Fiset-Germain had been living independently and alone only a few weeks ago but suffered two falls and a stroke. Last week, she told the staff and fellow residents that she wanted to die by euthanasia — or what in Canada is called “MAID.”
“I started to have trouble using the walker, I have one hand that I can’t use, the other one that I have trouble with, I can’t see one side anymore,” she said. “I’m at the end. You know when the glass starts to spill, it’s time to do something. In addition, you have trouble 24 hours a day, you don’t sleep. We’re going to close the loop.”
The Journal emphasized that she said this in a “very serene” tone of voice — and made it clear that Fiset-Germain’s family were supportive. “My children accepted my decision because they know me, they know that I am ready for it,” she said. “It started when I broke my hip and couldn’t do anything anymore. My decision doesn’t cause me any stress. I can’t wait. When the doctor agreed, I said, ‘You’re giving me a really nice gift.’”
To be clear: That “gift” is a lethal injection. She chose suicide by doctor — and the media celebrated it. That is nothing short of glamorizing suicide. In fact, the Journal made clear that Fiset-Germain was “grateful for the opportunity (of) medical assistance in dying,” but that she hopes it is expanded. In fact: “The last moments of Mme Fiset-Germain will also be the subject of a documentary.”
So, in addition to the puff pieces about her suicide, we’re going to get death porn propaganda that will be used to push for more suicides, likely (I suspect, although no details are yet available) produced in partnership with the vultures at Dying with Dignity.
“It’s too tight,” the elderly woman explained of Canada’s euthanasia regime, which is so notoriously loose it has been condemned by the United Nations. “We have to expand to relieve many people. There are others who are embarrassed, who are afraid of their children’s reaction. Mine told me, ‘It’s my choice, it’s my body, it’s my life.’” Funny — it seems like whenever someone uses that phrase, somebody is about to get killed.

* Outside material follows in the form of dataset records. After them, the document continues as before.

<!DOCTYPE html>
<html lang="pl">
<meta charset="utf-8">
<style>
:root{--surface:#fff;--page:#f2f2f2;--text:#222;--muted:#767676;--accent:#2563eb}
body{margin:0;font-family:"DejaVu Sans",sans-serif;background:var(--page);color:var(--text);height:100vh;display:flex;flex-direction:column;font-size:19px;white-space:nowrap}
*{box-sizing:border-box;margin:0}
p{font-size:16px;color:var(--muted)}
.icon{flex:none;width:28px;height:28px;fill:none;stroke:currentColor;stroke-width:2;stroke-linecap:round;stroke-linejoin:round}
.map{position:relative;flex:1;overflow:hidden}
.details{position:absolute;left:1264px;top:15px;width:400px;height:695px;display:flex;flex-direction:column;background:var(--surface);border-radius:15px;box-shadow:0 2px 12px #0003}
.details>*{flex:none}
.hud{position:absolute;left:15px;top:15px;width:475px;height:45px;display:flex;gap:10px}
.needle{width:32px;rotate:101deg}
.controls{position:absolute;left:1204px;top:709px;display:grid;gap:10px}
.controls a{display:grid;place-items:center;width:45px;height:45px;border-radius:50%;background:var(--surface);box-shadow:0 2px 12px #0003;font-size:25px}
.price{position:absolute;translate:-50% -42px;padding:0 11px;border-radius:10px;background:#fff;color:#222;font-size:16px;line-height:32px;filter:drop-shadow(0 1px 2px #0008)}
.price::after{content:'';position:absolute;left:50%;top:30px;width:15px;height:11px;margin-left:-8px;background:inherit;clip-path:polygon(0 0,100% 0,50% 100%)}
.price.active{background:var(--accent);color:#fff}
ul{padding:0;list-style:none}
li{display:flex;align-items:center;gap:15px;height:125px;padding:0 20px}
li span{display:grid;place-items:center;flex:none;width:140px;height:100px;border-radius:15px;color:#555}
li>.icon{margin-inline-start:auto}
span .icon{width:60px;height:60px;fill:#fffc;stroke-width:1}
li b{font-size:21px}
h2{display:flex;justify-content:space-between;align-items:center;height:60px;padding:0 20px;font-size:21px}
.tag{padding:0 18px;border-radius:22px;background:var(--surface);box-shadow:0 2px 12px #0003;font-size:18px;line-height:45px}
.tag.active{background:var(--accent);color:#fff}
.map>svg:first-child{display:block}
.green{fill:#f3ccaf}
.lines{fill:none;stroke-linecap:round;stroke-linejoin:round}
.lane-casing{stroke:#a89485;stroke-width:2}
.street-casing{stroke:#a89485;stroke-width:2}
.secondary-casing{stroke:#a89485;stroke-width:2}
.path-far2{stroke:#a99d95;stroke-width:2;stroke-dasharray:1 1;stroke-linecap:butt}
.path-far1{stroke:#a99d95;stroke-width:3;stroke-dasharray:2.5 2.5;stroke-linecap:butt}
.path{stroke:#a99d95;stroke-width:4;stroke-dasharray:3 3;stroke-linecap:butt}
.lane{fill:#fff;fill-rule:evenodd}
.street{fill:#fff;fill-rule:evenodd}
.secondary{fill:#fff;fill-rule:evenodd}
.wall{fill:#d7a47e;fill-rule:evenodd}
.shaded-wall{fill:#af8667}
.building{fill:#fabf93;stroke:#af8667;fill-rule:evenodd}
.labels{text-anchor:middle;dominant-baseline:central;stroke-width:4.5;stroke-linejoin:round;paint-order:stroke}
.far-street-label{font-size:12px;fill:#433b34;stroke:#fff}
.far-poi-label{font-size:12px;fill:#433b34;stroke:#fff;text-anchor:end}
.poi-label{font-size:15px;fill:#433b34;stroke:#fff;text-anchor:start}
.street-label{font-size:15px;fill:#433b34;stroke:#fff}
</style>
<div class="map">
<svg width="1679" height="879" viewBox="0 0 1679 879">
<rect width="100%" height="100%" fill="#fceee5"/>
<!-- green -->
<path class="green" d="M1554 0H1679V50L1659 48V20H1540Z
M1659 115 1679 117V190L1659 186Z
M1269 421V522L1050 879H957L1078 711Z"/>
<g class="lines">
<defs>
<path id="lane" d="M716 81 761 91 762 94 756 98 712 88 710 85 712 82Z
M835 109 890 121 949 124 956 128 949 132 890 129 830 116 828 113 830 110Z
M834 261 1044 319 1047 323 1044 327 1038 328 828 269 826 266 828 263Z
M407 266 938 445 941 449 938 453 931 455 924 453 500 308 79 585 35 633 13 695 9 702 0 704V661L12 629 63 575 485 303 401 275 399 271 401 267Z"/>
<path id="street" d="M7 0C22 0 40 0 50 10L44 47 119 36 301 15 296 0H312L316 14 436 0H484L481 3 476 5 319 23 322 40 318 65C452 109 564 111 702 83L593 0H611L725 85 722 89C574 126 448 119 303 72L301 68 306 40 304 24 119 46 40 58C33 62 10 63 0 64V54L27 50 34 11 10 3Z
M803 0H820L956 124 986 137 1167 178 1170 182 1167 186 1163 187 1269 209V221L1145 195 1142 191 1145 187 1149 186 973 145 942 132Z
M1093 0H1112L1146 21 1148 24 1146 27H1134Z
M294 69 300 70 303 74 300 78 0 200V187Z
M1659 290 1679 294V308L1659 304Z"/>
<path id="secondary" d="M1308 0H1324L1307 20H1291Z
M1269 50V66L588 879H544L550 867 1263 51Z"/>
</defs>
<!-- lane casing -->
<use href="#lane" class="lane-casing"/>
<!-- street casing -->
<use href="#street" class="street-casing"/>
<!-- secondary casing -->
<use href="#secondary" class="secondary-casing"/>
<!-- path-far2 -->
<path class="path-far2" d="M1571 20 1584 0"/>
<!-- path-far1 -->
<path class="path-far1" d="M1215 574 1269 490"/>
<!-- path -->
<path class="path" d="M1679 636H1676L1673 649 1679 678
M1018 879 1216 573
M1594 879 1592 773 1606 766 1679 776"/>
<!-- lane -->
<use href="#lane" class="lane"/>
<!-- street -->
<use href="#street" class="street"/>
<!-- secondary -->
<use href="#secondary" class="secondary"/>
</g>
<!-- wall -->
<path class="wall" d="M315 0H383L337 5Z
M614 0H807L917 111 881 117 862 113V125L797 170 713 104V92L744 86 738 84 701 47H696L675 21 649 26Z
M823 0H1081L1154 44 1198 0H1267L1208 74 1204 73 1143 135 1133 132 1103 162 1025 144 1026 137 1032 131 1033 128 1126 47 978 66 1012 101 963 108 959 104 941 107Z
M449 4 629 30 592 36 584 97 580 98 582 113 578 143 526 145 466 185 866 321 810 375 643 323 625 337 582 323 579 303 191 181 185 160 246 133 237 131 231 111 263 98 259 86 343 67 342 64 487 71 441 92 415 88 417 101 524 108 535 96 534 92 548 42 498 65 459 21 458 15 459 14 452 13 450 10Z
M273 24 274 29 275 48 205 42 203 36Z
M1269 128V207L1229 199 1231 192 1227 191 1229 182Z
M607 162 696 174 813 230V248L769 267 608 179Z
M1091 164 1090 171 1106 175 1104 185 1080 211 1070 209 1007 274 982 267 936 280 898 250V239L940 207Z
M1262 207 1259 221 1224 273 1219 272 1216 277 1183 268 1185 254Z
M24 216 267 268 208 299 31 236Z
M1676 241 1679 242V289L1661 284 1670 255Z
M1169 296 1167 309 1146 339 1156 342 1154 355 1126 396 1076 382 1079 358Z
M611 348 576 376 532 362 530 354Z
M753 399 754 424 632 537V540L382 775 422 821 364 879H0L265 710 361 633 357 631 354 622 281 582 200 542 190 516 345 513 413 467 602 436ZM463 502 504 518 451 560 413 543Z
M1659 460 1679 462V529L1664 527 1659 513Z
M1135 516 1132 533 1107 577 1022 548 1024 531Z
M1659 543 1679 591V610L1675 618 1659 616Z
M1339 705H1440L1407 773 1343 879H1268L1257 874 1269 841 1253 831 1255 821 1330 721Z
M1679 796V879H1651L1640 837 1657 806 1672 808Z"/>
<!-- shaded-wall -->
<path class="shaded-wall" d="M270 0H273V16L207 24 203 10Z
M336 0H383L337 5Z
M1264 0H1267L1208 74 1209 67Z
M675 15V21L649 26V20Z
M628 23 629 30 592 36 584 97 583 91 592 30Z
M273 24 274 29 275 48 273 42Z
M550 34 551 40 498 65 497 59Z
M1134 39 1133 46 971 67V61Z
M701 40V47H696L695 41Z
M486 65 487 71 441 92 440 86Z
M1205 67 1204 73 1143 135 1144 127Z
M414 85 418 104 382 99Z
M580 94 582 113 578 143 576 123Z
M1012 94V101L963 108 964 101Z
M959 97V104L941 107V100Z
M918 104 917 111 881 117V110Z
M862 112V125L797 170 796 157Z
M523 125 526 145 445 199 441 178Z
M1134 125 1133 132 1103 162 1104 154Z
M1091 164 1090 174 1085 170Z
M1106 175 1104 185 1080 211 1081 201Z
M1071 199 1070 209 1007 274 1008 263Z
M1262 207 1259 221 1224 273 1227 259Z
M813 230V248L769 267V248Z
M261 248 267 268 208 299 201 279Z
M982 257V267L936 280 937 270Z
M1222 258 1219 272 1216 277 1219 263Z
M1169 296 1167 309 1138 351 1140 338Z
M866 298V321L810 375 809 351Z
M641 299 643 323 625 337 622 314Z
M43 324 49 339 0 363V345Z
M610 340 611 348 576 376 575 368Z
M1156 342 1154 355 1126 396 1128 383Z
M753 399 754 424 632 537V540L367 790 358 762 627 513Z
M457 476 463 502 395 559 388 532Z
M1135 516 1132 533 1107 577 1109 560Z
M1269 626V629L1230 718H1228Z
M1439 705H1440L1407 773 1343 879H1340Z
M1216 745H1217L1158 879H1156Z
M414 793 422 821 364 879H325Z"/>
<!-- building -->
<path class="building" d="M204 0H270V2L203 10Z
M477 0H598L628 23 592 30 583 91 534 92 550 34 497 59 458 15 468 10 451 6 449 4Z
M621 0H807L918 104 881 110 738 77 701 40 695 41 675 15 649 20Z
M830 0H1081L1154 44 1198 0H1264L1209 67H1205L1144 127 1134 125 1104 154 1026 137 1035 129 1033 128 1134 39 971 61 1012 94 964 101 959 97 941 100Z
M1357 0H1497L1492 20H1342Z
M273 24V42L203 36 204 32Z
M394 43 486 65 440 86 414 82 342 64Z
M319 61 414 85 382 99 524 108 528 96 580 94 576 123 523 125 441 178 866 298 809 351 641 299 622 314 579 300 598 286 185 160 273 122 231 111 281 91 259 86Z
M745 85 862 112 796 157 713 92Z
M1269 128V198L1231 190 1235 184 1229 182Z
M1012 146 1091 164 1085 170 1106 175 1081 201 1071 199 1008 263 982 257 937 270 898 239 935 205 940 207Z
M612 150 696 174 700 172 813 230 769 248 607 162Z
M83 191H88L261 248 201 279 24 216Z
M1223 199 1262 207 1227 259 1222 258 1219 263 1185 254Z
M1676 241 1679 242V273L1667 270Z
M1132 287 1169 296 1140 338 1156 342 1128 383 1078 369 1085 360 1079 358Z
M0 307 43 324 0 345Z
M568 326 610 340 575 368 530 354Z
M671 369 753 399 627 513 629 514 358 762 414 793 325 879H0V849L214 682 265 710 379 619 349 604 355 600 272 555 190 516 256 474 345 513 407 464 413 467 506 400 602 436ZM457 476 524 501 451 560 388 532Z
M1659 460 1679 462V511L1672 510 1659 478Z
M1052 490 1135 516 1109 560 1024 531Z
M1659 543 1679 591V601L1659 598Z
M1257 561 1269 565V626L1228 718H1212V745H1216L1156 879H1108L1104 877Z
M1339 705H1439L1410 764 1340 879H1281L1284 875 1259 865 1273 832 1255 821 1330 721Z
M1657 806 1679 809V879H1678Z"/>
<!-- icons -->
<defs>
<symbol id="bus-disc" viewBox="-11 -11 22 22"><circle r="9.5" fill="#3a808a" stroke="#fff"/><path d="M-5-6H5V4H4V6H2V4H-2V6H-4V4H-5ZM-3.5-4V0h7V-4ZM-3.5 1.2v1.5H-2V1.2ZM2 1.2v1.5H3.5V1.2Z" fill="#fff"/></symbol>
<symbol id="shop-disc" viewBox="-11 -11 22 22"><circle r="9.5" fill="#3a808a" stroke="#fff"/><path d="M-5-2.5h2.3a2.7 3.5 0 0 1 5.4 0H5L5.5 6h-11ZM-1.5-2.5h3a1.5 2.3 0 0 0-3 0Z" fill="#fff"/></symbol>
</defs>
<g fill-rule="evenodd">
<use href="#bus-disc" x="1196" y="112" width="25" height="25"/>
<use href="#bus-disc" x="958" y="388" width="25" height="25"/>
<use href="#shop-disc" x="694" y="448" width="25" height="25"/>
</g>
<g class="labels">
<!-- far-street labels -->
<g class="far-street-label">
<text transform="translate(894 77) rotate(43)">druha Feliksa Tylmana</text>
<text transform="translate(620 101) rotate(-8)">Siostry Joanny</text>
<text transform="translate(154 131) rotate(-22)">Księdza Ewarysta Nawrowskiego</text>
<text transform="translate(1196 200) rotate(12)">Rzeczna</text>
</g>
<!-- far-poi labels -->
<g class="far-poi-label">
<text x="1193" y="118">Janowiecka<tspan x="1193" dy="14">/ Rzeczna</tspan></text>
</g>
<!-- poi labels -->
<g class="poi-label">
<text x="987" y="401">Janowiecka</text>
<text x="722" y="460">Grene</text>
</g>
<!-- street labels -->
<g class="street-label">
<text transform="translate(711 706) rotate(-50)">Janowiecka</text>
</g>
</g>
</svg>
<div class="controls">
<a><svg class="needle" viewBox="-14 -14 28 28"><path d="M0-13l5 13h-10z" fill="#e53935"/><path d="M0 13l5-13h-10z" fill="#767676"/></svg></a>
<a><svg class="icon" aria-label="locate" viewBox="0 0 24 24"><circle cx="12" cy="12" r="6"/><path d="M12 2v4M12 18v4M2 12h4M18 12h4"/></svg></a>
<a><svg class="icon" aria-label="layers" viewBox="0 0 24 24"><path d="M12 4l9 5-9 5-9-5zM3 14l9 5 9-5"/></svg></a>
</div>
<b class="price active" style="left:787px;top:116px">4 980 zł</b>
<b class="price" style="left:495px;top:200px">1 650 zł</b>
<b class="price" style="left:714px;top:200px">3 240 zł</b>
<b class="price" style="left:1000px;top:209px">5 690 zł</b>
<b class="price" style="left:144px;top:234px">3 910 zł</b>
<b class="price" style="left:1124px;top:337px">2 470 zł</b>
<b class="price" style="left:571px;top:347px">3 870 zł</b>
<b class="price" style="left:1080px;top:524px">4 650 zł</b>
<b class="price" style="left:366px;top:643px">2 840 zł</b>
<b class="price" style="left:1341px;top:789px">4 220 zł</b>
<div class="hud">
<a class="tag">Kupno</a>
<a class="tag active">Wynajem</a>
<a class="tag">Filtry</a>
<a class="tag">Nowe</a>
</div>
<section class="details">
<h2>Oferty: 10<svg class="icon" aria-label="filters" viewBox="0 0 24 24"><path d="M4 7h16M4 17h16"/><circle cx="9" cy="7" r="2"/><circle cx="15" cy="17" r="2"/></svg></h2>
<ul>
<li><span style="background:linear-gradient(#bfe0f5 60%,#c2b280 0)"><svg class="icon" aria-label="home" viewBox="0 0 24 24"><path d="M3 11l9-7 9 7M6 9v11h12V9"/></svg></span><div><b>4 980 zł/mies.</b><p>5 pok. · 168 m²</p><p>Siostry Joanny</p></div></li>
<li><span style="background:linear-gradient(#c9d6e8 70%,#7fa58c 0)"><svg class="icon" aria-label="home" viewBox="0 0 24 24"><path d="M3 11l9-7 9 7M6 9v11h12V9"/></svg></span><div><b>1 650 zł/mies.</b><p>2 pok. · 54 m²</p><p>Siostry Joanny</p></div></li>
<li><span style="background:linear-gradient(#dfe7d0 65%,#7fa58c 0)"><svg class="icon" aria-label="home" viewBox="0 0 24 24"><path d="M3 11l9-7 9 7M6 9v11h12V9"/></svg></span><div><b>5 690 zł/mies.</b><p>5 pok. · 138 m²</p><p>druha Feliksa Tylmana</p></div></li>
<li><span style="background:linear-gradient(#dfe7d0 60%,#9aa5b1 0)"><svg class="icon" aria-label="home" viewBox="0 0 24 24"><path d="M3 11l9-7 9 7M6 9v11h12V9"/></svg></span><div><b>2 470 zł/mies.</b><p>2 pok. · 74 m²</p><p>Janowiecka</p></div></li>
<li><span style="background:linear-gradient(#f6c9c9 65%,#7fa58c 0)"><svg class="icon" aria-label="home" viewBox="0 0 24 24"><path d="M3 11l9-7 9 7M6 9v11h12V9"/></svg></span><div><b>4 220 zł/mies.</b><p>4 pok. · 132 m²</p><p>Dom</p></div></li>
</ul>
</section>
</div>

The Quebec press is not known for its glowing coverage of religious beliefs, but for the suicidal Fiset-Germain, they made an exception. “Since I was little, I believe that when you die you become a star. When you see a shooting star, it’s someone who has left and is looking for a place,” she explained. “I received very good care here and I am very happy to end my days here and die in my bed.”
The article made sure to mention that she will “donate her body to science,” and quoted one of her reminisces of working as a nurse during the war, when she met a badly wounded soldier: “He was 20 years old and had lost both eyes, both arms and both legs. He asked me if he could hear his mother’s voice. I arranged for him to go to his house to hear it. I don’t know what happened to him next, but at that time, you couldn’t ask for medical assistance in dying.”
Her best friend offered her almost-too-enthusiastic support. “It’s a good decision,” her cousin and best friend Louisette Huard said. “After the life she’s had, the physical state she’s in.” I must say that if my best friend thought my suicide was a “good decision,” it would certainly heighten my suicidal ideation, but perhaps that’s just me.
Only the head of Manoir Cap-Santé and another friend were willing to express their grief. “It hurts us, but we respect her decision,” Guylaine Dufresne said. Her friend, Adelyre Goeguen, was blunter: “I didn’t like it right away. It was still a shock, and I don’t accept it at all.”
That, in case you’re wondering, is the correct response to the suicide of a close friend.